Per the linked dashboard, some instances in a single AZ in a single Region are h...

coderintherye · on Oct 22, 2012

I would agree with you, but Amazon is just downright dishonest in their reports, which makes me sad, because I love Amazon. Go look at the past reports, they've never shown a red market, only "degraded performance" even when services for multiple availability zones went down at the same time due to their power outage (so had you architected to multiple AZs you were still fucked). When they have a single AZ go down, they won't even give it a yellow marker on the status page, they'll just put a footnote on a green marker. It makes their status dashboard pretty much useless for at a glance checking (why even have colors if they don't mean anything?)

Read their report from the major outage earlier this year, they start out by saying "elevated error rates", when many services were in fact down, and it wasn't until hours later they finally admitted to having an issue that affected more than just one availability zone.

From Forbes: ”We are investigating elevated errors rates for APIs in the US-EAST-1 (Northern Virginia) region, as well as connectivity issues to instances in a single availability zone.” By 11:49 EST, it reported that, ”Power has been restored to the impacted Availability Zone and we are working to bring impacted instances and volumes back online.” But by 12:20 EST the outage continued, “We are continuing to work to bring the instances and volumes back online. In addition, EC2 and EBS APIs are currently experiencing elevated error rates.” At 12:54 AM EST, AWS reported that “EC2 and EBS APIs are once again operating normally. We are continuing to recover impacted instances and volumes.”

kalid · on Oct 22, 2012

It's like grade inflation. You can never give out an F (Mr. Admissions officer, are you so bad at your job that you would admit such an unqualified student?), so a Gentleman's C is handed around. In Amazon's case, it's a gentleman's B+ (green, with an info icon).

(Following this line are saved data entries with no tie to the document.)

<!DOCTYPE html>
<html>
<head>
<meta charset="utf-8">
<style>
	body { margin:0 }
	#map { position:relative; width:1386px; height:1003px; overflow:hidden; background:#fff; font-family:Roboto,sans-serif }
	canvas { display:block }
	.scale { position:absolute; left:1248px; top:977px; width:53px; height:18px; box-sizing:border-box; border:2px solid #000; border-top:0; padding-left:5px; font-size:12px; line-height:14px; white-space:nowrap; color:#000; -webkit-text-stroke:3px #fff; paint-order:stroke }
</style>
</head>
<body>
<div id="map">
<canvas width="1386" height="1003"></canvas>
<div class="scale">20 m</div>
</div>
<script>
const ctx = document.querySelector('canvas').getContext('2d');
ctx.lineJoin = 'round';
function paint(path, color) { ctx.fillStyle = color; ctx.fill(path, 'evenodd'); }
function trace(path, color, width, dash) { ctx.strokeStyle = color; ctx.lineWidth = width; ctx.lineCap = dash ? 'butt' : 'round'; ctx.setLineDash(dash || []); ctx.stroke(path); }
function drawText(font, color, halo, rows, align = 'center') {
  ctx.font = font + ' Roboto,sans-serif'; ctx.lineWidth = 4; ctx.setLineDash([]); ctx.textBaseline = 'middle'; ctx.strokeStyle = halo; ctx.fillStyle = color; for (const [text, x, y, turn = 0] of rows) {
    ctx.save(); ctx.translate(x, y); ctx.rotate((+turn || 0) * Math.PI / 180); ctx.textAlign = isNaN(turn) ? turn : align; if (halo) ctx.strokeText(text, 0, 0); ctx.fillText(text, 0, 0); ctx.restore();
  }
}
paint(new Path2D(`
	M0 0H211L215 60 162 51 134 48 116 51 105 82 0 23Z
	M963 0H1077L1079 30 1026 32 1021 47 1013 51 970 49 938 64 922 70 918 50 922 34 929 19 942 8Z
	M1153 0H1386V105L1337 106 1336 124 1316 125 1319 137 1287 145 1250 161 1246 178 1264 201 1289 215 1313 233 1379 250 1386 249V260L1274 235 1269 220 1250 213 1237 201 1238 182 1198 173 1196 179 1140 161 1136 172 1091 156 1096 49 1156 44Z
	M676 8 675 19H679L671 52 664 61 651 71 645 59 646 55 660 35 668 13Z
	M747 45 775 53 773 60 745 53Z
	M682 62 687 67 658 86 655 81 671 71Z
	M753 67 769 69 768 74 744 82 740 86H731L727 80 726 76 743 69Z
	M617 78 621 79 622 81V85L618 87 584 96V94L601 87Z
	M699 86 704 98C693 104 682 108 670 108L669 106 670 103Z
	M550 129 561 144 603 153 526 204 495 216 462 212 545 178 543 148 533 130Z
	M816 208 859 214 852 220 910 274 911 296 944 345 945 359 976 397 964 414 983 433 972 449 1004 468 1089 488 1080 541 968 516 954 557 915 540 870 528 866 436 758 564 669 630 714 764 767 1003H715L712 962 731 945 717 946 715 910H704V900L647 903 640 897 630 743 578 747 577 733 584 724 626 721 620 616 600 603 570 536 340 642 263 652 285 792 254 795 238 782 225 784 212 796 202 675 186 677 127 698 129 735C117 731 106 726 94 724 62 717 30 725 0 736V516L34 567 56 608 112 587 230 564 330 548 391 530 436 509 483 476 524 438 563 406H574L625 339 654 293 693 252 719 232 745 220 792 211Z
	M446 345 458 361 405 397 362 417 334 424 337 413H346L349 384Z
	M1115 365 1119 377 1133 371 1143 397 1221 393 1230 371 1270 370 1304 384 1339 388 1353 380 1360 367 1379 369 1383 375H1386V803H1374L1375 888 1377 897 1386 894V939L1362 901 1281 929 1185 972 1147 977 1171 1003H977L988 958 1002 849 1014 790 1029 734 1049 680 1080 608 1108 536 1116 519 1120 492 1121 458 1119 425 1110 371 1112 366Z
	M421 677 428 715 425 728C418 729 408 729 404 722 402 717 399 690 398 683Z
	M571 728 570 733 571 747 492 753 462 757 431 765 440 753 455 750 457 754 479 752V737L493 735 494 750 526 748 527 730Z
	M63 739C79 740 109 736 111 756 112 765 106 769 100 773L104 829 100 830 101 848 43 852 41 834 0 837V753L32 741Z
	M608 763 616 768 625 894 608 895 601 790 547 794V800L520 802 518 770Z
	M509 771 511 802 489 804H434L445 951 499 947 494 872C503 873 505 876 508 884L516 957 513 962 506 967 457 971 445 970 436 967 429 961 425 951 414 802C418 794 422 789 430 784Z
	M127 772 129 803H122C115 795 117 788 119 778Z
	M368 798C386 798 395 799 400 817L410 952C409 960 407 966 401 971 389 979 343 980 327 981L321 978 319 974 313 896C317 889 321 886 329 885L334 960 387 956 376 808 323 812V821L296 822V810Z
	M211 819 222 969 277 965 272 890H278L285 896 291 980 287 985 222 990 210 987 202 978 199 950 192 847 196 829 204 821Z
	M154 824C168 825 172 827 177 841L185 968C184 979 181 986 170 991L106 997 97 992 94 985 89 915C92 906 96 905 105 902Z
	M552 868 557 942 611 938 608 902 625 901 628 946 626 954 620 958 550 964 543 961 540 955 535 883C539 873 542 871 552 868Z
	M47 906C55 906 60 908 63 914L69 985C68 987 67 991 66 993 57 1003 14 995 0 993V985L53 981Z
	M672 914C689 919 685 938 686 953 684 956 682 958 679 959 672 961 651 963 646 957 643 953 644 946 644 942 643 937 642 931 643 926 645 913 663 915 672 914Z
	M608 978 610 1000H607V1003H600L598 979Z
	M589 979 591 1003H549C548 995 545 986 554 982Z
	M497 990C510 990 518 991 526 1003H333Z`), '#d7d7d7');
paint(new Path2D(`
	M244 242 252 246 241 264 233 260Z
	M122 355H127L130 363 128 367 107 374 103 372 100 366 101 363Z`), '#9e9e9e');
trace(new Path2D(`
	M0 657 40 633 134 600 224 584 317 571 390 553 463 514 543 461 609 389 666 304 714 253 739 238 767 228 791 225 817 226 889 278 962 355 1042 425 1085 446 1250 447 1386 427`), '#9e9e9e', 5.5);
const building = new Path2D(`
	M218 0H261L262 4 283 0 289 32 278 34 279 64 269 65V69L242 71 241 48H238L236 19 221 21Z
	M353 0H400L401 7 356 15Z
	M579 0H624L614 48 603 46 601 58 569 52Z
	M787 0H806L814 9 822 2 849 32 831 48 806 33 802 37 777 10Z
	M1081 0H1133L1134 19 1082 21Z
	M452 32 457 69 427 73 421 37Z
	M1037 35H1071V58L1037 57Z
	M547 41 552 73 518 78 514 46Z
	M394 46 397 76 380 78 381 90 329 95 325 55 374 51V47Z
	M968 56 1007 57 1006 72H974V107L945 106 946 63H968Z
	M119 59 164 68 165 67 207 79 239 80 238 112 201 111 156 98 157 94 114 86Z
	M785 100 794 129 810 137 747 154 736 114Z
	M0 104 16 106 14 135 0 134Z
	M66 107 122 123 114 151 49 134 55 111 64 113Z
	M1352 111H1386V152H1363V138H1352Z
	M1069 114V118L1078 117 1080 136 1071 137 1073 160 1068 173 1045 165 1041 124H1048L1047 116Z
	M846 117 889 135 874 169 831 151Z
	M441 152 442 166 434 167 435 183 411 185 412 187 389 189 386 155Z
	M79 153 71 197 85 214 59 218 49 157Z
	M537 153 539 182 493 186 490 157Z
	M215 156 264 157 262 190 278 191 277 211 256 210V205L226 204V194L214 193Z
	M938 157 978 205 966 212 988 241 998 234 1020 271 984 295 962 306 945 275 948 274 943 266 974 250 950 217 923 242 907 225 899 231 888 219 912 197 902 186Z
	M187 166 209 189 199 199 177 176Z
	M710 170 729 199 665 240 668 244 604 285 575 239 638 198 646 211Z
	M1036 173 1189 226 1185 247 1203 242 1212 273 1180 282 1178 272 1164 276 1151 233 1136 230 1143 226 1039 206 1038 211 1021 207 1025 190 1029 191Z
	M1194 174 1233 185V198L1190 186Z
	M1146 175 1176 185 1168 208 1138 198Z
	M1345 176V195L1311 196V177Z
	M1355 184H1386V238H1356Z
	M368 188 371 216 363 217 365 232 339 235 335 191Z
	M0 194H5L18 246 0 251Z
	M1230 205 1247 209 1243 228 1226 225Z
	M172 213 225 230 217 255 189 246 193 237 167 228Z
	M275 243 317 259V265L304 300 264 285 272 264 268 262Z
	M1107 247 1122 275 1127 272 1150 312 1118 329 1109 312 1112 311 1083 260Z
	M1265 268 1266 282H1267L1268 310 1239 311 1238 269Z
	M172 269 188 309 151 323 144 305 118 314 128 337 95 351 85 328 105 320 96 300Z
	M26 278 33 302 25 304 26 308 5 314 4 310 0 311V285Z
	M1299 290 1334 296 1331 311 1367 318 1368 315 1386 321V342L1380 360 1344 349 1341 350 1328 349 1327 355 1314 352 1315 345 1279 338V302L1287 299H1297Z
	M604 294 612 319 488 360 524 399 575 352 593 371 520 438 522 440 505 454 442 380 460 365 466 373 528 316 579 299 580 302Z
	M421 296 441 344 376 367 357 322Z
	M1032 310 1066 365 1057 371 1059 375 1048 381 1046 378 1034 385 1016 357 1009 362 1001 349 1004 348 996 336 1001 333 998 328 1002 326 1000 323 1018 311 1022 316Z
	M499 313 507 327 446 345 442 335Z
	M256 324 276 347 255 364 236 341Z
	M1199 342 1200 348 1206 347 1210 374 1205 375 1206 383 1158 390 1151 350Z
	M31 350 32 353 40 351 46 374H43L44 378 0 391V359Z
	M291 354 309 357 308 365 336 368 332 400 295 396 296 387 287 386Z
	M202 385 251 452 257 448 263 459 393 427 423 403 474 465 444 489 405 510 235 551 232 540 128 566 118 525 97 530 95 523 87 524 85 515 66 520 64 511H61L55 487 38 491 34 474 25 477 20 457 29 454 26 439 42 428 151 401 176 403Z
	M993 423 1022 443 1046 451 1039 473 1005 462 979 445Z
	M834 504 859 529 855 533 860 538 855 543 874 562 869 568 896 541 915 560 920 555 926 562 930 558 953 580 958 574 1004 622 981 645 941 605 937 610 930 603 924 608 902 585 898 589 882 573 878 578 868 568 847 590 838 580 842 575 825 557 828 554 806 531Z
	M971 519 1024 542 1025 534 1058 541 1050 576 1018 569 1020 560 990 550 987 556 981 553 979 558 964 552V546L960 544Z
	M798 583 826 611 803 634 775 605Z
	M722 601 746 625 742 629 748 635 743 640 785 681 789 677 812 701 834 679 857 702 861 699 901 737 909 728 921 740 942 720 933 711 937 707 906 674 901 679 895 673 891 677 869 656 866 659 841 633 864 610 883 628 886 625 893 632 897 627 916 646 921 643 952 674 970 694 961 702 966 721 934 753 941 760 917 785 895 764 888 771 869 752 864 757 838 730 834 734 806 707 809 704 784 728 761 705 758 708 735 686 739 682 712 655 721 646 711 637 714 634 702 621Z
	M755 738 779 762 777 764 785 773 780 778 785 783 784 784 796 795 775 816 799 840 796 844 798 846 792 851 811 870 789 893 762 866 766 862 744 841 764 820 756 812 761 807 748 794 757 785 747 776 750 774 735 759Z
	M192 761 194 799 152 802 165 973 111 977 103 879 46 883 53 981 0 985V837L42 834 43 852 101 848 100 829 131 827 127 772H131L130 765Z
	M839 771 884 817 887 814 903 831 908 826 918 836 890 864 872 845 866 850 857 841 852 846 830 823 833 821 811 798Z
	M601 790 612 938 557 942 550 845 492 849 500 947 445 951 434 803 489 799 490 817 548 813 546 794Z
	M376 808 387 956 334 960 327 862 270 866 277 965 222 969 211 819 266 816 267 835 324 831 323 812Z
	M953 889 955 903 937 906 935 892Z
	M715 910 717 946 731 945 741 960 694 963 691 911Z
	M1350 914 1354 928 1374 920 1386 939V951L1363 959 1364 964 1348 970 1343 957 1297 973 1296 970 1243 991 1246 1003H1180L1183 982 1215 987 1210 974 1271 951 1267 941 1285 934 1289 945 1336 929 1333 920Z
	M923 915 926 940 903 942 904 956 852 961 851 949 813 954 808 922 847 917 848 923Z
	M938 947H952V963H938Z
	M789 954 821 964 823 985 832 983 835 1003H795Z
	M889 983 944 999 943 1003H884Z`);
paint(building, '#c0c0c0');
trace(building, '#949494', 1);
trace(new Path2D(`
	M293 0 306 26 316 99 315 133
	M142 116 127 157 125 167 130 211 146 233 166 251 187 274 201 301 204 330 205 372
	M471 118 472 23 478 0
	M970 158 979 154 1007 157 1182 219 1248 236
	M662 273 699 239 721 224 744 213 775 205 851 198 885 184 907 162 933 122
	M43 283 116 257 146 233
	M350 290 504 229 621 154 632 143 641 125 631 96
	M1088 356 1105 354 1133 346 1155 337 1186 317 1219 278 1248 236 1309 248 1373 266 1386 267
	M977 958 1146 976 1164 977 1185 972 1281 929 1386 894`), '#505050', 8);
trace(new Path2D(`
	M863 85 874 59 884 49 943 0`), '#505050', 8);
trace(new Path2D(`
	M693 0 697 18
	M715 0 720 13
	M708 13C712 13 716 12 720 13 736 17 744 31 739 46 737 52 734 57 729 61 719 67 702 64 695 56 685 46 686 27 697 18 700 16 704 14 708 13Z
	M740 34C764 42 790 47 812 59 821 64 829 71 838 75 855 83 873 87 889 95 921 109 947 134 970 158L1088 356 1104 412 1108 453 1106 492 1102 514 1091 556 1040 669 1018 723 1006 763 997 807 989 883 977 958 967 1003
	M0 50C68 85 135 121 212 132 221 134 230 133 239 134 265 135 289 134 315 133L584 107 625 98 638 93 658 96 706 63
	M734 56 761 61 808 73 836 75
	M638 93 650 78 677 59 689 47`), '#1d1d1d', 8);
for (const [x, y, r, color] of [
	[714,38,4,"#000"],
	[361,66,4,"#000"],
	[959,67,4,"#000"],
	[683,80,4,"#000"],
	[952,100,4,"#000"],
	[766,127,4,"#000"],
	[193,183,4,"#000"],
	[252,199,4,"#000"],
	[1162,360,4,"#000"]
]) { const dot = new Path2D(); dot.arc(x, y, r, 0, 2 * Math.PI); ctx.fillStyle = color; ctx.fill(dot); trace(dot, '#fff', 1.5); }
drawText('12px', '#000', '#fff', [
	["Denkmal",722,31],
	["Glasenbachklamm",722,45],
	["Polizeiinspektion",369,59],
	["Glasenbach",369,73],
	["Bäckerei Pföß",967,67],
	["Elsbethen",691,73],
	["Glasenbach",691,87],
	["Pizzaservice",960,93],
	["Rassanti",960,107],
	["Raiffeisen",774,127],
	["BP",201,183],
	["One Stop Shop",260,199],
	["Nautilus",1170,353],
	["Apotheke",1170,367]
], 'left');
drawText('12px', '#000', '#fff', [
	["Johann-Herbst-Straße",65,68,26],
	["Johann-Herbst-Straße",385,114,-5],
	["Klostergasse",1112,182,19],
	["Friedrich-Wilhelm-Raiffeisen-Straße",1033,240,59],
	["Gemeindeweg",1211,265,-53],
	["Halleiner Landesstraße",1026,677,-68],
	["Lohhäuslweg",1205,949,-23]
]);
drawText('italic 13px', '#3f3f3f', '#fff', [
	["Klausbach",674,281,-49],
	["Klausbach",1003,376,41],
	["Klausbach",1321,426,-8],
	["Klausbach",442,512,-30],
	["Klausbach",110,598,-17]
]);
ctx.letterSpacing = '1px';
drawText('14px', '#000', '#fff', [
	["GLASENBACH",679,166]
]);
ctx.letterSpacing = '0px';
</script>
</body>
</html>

A: fine A-: problems B+: servers are on fire

I really like Amazon as a company, use a lot of their services, but this is dishonest.

mibbitier · on Oct 22, 2012

They reserve the red mark for "The world just exploded". Orange is reserved for "The datacenter got bombed".

driverdan · on Oct 22, 2012

Amazon is downplaying the problem. It is affecting many large sites.

res0nat0r · on Oct 22, 2012

Many large sites which aren't properly architecting their infrastructure to deal with the commodity nature of the cloud.

mey · on Oct 22, 2012

http://downrightnow.com/netflix

If netflix is down, then it's something most companies who know how to design fail over can't cope with.

res0nat0r · on Oct 22, 2012

The last Netflix post mortem mentioned they had a bug in their configuration where they kept sending traffic to already down ELB instances, which was the cause of the last outage for them if I remember correctly.

Uchikoma · on Oct 22, 2012

AirBnB is also down.

creatrice · on Oct 22, 2012

Yeap, it's down the day I really need it!

incision · on Oct 22, 2012

Not necessarily, it could be some element of the Netflix architecture that due to their size and/or design trade-offs has taken longer / is harder to eliminate than it would be for others.

Other services, like Twilio, have come through several of these major problems with US-EAST generally unscathed while Netflix has had issues repeatedly.

iamdave · on Oct 22, 2012

Netflix seems to be operating just fine for me in the southwest USA.

acdha · on Oct 22, 2012

According to a site which doesn't document what its reports are based on. Given that Netflix worked for me during that period, I'm suspicious that downrightnow might be using EBS somewhere.

dsl · on Oct 22, 2012

I'm seeing issues across multiple AZ's. Everything is still up, but that doesn't stop me from getting paged.

darkarmani · on Oct 22, 2012

Including companies like Amazon that aren't properly architecting their control plane.

jeremyjh · on Oct 22, 2012

They should outsource it.

milkshakes · on Oct 22, 2012

too bad their own dashboard and management interface don't fail over... http://db.tt/BcuoSnPu

sehugg · on Oct 22, 2012

I'm also having API and Console timeouts, so I would disagree that it's limited to a single AZ.

ceejayoz · on Oct 22, 2012

The API and Console timeouts are likely due to high load from everyone logging in to see what's going on.